Note: The reply script automatically marks all messages with "🤖 Automated 🤖" to indicate the response was generated with AI assistance. This script only works with resolvable code review comments (comments on specific lines of code), not general PR comments.

Manual Testing on CI

Important: When debugging on ci-1, prefer using scp to sync individual files rather than creating commits for every small edit. This avoids polluting the git history with debugging commits.

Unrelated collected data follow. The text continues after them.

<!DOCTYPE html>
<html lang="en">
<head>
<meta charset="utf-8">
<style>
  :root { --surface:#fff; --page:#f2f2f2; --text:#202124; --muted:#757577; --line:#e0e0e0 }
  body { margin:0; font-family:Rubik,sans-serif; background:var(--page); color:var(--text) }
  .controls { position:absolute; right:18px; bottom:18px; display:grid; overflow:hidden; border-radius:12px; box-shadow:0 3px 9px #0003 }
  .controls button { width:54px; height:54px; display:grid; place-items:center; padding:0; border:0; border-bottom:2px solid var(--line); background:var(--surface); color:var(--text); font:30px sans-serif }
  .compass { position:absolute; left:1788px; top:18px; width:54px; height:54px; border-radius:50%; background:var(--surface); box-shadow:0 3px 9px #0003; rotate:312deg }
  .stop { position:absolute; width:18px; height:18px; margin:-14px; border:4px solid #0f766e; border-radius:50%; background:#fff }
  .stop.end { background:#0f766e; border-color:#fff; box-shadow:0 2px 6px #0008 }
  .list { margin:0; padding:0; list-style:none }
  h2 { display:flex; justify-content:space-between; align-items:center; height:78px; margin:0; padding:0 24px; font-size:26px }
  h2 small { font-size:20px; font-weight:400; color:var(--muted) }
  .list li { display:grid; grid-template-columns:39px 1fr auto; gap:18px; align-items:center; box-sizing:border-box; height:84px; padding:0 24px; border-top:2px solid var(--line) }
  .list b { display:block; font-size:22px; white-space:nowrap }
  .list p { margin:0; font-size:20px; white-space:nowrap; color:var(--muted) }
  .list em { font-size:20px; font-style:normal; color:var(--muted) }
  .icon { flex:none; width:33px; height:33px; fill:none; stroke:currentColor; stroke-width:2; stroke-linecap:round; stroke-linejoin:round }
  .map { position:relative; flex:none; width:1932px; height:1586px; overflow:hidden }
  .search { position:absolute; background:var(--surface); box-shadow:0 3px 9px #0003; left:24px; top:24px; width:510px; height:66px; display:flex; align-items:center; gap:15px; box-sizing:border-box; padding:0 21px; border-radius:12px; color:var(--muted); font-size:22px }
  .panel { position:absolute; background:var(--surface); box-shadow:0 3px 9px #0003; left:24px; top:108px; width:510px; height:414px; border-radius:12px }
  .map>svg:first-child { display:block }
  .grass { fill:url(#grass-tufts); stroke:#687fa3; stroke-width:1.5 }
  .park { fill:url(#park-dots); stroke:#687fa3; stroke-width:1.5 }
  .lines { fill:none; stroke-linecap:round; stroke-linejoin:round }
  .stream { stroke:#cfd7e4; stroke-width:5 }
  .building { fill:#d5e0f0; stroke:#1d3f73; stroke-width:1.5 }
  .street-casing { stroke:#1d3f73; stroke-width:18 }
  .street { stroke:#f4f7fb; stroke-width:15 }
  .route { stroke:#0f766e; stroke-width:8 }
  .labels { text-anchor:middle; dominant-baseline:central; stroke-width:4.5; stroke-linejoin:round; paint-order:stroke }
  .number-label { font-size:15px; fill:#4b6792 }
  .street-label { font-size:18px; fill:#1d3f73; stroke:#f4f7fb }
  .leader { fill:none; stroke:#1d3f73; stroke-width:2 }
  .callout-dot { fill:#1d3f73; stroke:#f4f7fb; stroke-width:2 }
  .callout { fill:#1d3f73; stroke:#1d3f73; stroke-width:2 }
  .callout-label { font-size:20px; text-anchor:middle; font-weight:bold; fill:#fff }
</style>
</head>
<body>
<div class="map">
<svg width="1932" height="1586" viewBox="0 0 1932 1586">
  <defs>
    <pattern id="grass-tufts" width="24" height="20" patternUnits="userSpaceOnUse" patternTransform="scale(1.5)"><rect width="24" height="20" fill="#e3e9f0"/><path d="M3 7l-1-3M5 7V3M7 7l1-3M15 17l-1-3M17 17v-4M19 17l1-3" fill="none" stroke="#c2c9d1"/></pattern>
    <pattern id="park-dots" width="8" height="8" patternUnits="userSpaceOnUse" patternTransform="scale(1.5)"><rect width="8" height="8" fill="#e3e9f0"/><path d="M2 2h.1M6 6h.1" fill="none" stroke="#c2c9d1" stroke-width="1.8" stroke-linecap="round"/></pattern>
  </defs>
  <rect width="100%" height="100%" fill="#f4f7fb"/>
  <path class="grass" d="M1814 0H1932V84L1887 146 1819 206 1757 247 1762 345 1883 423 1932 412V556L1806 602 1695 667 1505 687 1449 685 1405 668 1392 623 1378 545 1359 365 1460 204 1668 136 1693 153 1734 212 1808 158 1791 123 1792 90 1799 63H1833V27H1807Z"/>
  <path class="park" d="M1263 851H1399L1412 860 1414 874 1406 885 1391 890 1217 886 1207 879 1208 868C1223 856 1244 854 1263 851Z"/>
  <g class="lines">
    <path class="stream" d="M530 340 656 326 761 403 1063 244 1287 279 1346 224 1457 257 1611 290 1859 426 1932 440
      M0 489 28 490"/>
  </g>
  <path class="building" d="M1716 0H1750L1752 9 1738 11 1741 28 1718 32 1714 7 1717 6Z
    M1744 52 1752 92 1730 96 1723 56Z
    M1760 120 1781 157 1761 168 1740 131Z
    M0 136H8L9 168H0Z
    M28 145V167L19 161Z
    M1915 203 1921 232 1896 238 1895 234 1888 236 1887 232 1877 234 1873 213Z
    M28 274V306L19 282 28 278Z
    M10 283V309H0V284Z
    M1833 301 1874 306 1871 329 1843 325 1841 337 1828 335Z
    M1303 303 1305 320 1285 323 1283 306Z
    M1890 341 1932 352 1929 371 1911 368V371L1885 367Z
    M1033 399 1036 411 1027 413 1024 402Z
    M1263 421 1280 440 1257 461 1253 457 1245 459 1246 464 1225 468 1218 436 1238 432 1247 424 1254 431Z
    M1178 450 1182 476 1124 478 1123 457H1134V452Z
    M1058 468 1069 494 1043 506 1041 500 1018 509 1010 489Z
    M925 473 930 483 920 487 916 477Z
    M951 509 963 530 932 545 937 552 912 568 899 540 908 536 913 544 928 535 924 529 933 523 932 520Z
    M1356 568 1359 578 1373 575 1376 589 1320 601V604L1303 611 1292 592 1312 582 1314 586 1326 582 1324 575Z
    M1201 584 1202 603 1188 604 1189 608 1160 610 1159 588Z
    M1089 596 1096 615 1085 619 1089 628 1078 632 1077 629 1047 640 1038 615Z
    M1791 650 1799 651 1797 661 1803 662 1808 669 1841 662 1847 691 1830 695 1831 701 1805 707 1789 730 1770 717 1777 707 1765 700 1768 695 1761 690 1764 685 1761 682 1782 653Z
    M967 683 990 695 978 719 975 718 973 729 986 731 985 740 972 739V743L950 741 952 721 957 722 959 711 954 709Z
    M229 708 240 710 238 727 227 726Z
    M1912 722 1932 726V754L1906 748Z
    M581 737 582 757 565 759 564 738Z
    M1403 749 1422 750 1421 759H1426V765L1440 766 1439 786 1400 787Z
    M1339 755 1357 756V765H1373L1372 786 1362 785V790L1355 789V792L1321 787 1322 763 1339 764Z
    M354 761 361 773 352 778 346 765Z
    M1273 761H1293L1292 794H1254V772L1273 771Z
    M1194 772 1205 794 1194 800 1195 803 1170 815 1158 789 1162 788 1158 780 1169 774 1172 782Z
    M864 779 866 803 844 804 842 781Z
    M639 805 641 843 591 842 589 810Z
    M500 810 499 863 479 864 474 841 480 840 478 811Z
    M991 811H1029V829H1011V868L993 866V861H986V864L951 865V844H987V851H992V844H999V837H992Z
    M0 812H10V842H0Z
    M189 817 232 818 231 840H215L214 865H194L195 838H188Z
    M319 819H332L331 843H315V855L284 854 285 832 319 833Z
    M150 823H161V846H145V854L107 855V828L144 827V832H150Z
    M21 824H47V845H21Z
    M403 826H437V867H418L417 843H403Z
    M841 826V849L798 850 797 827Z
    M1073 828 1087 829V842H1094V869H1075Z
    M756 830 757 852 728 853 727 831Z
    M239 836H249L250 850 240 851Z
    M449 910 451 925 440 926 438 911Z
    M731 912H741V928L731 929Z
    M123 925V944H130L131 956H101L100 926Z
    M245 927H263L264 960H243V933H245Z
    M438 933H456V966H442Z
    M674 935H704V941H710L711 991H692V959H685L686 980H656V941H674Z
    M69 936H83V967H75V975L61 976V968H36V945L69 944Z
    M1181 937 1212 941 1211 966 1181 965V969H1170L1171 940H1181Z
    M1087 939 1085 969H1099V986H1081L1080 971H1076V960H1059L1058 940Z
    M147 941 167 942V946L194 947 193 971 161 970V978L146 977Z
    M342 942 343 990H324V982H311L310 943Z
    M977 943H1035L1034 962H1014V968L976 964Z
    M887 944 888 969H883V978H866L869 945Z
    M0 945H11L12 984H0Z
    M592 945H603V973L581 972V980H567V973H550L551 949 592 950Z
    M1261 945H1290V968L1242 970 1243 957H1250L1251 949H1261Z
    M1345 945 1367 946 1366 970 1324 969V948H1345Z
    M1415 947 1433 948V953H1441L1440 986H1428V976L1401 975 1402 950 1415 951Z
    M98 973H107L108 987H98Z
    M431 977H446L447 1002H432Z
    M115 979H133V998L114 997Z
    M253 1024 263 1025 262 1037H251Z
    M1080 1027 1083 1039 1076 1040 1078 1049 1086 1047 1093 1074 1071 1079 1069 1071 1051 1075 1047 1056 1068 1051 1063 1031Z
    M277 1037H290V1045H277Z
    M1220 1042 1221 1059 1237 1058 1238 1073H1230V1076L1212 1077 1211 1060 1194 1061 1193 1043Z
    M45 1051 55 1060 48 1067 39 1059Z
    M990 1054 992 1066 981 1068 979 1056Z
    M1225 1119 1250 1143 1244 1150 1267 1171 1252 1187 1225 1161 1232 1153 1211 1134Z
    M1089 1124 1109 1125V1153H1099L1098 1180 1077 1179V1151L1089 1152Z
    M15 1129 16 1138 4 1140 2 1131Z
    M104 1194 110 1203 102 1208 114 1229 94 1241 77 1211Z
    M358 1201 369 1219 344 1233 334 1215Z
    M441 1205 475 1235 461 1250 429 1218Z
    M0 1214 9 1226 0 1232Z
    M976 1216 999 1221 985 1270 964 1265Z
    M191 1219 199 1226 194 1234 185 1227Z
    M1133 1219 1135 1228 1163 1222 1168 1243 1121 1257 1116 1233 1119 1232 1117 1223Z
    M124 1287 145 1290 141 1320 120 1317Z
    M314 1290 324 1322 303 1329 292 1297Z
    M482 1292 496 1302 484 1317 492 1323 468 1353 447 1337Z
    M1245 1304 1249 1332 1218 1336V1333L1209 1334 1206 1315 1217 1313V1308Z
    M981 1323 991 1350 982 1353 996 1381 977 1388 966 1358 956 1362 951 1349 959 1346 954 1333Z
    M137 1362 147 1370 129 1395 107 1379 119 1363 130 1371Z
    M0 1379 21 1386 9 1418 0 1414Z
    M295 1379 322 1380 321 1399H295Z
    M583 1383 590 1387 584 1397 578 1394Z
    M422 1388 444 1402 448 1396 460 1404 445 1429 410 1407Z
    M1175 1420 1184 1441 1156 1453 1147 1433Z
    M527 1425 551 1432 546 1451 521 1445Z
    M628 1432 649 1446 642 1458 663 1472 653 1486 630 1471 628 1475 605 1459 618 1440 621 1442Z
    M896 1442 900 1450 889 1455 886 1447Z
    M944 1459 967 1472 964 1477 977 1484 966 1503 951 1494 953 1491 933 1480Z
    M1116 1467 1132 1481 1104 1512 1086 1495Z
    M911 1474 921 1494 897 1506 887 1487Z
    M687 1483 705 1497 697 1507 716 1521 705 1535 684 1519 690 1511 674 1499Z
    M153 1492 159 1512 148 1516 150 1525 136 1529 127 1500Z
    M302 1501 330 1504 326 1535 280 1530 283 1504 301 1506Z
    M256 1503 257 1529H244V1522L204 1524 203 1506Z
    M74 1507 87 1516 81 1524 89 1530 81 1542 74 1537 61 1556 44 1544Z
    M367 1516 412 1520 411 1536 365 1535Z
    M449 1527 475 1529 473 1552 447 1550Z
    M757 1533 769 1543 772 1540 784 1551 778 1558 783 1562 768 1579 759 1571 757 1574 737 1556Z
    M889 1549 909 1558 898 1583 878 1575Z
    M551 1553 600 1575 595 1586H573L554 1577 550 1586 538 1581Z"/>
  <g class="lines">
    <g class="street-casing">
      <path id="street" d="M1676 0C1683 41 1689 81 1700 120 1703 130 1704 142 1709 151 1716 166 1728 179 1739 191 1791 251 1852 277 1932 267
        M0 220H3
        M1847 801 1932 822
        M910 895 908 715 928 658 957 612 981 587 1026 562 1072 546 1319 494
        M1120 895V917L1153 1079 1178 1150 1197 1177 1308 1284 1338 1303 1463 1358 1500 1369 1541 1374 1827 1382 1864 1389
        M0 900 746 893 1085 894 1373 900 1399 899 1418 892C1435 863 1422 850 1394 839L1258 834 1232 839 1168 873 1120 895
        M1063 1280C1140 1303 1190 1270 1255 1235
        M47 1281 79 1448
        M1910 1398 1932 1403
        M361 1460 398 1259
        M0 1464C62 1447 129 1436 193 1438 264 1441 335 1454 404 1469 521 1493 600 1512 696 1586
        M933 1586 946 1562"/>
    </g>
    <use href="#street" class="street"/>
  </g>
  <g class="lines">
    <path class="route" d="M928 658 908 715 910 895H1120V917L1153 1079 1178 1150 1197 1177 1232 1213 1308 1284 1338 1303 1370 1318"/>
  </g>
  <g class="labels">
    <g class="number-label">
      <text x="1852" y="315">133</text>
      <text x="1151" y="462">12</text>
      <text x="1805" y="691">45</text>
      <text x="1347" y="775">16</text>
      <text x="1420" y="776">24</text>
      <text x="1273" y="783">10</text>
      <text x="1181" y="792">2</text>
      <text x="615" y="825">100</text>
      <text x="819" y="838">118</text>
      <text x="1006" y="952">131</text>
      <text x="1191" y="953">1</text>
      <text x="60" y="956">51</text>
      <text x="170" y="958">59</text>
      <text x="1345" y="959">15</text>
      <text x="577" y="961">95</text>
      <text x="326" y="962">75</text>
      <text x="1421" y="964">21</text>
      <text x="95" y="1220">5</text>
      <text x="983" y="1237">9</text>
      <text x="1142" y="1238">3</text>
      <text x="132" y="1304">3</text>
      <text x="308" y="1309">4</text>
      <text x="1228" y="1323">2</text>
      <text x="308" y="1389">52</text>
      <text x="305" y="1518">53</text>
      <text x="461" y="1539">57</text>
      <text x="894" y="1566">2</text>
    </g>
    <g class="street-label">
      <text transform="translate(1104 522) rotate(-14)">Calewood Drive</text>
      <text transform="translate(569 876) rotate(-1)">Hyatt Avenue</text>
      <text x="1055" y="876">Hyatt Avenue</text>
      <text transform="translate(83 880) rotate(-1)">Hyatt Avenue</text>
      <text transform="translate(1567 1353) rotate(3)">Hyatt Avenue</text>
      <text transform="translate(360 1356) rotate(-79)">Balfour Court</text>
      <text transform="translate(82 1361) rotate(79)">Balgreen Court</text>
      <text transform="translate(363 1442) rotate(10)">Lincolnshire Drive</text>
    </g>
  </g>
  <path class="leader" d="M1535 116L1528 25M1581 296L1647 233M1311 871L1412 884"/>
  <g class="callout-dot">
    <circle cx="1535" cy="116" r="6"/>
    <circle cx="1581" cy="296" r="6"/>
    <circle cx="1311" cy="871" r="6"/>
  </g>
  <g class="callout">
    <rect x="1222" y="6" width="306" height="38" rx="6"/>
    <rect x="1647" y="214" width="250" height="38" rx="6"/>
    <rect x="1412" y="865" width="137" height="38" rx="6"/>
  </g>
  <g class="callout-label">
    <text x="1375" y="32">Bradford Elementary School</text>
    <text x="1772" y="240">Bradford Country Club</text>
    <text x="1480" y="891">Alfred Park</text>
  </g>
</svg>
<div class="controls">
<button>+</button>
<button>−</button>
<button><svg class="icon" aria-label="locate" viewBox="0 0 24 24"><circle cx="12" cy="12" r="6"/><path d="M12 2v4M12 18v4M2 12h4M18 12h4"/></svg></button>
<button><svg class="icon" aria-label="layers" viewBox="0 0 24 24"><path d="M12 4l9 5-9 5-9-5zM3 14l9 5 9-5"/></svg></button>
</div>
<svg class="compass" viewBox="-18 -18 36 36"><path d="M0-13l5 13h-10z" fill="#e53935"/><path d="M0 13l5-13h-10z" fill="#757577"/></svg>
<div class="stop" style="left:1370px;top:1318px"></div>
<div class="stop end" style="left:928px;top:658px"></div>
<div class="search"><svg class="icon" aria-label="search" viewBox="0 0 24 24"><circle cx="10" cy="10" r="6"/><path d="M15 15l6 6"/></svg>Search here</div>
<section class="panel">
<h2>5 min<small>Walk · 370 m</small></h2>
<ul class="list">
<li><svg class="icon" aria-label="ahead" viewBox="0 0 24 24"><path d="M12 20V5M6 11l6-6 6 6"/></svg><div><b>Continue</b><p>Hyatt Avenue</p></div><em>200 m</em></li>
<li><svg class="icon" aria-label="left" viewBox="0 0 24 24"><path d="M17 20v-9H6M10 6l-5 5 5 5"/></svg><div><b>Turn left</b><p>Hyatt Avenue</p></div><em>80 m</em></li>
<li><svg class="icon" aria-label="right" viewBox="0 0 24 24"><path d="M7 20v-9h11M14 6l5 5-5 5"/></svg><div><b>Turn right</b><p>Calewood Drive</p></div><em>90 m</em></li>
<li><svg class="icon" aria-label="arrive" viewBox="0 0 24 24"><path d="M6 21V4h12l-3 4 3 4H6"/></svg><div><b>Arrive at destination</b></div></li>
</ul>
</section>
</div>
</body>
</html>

# Set up a fresh workspace for your branch
BRANCH_NAME="your-branch-name"
gcloud --quiet compute ssh root@ci-1 --zone us-central1-f --project httpjail -- "
  rm -rf /tmp/httpjail-$BRANCH_NAME
  git clone https://github.com/coder/httpjail /tmp/httpjail-$BRANCH_NAME
  cd /tmp/httpjail-$BRANCH_NAME
  git checkout $BRANCH_NAME
"

# Sync individual files during debugging (preferred over commits)
gcloud compute scp src/rules/proc.rs root@ci-1:/tmp/httpjail-$BRANCH_NAME/src/rules/ --zone us-central1-f --project httpjail
gcloud compute scp tests/json_parity.rs root@ci-1:/tmp/httpjail-$BRANCH_NAME/tests/ --zone us-central1-f --project httpjail

# Or sync entire directories if many files changed
gcloud compute scp --recurse src/ root@ci-1:/tmp/httpjail-$BRANCH_NAME/ --zone us-central1-f --project httpjail
gcloud compute scp Cargo.toml root@ci-1:/tmp/httpjail-$BRANCH_NAME/ --zone us-central1-f --project httpjail

# Build and test in the isolated workspace (using shared cargo cache)
gcloud --quiet compute ssh root@ci-1 --zone us-central1-f --project httpjail -- "
  cd /tmp/httpjail-$BRANCH_NAME
  export CARGO_HOME=/home/ci/.cargo
  /home/ci/.cargo/bin/cargo build --profile fast
  sudo ./target/fast/httpjail --help
"

This ensures you don't interfere with active CI jobs and provides a clean environment for testing.